Muslim women who choose to wear the hijab aren’t always making an easy choice and for Camacho and Moses, some people reacted negatively to their choice to participate in the event.
“Most people I told didn’t mind me participating in the event except my dad who was terrified that something bad would happen to me because of the recent events with the students in Chapel Hill,” Camacho said.
On Feb. 10, three Muslim students were gunned down in Chapel Hill – two of them were wearing a hijab.
Although the police said the shooting was likely motivated by a dispute between the victims and their neighbors, the family of the victims described the murders as a hate crime. The police are investigating the possibility that religious hatred contributed to the killings.
Still, Camacho was worried how people would treat her as she wore the hijab.
Moses said some people stared at her until she made eye contact with them while others didn’t even recognize her.
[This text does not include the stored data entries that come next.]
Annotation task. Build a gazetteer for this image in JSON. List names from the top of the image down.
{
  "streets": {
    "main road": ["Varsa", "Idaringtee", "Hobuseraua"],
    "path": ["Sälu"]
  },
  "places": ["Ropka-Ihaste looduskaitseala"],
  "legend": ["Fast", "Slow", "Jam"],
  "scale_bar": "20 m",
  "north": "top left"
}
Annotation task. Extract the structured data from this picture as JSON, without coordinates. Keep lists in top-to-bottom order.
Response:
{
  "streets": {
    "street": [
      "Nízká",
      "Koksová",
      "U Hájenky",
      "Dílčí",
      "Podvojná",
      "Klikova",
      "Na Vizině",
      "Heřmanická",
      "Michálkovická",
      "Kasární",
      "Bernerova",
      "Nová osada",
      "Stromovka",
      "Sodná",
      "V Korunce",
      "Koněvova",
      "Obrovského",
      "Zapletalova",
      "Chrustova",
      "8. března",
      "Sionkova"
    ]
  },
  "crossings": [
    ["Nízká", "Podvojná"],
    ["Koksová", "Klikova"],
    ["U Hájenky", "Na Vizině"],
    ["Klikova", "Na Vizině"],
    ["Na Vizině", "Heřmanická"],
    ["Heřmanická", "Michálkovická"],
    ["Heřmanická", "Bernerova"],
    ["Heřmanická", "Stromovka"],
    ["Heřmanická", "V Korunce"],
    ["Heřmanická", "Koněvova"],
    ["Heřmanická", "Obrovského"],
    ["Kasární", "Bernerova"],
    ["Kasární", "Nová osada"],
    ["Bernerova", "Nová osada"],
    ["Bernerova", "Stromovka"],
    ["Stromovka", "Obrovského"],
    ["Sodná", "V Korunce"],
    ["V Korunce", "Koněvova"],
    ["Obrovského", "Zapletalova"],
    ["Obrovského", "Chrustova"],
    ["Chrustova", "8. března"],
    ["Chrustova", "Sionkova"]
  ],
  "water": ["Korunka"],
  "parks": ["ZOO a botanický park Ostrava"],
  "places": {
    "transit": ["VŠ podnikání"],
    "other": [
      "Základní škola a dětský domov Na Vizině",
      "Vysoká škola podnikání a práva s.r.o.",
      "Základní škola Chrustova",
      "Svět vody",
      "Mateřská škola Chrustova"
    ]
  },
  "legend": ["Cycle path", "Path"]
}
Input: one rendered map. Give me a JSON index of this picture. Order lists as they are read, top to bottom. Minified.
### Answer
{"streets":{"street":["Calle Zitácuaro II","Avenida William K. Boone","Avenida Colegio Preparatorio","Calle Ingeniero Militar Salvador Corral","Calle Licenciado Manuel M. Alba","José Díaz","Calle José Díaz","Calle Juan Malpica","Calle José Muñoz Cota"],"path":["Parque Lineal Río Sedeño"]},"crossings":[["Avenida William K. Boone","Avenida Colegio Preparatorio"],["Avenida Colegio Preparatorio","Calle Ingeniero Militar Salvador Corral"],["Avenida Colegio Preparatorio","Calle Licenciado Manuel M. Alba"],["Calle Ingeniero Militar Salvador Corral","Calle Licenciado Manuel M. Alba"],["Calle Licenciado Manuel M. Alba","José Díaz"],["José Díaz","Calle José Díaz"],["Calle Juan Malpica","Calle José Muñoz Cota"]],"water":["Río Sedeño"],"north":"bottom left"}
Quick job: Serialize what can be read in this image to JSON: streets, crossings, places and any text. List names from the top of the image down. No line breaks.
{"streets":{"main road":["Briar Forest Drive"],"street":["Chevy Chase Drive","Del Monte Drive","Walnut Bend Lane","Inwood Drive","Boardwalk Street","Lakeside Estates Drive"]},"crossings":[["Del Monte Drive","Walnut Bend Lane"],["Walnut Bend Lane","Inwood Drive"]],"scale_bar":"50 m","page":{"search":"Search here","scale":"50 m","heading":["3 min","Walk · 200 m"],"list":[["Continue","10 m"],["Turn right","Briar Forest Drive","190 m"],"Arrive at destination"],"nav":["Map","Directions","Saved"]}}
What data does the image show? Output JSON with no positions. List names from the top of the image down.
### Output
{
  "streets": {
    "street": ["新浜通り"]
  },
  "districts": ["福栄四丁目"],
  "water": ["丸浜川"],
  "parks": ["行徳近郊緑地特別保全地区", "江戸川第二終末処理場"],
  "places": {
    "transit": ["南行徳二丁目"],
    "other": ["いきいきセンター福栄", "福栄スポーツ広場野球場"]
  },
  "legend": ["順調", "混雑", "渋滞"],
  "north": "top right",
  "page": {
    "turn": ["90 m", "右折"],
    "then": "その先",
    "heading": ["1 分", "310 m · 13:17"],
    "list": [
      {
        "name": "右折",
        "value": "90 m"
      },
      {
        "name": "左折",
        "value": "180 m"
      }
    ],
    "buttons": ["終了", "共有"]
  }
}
Some people didn’t ask her about wearing the hijab, but she “could see the questions in their eyes.”
But Moses’ favorite interactions of the day were when she encountered hijabis.
“There were immediate smiles and small connections with these women that made me feel part of a community,” Moses said. “I now have more respect for Muslim women who wear hijab.”
Camacho also said she has more respect now for hijabisthan she did before Friday, because she realized they were expressing themselves in a world in which “it is not always encouraged” and can be downright dangerous.
“These women wear their relationships with Allah everyday to remind themselves and others of their religious promises,” she said.
Participants in Cover a Mile in Her Scarf and UB’s Muslim population bonded as they shared experiences and learned about each other’s lives. Long after the event ended, conversations continued to flow – the hijab became a bridge between cultures, rather than something that singled women out for their religion.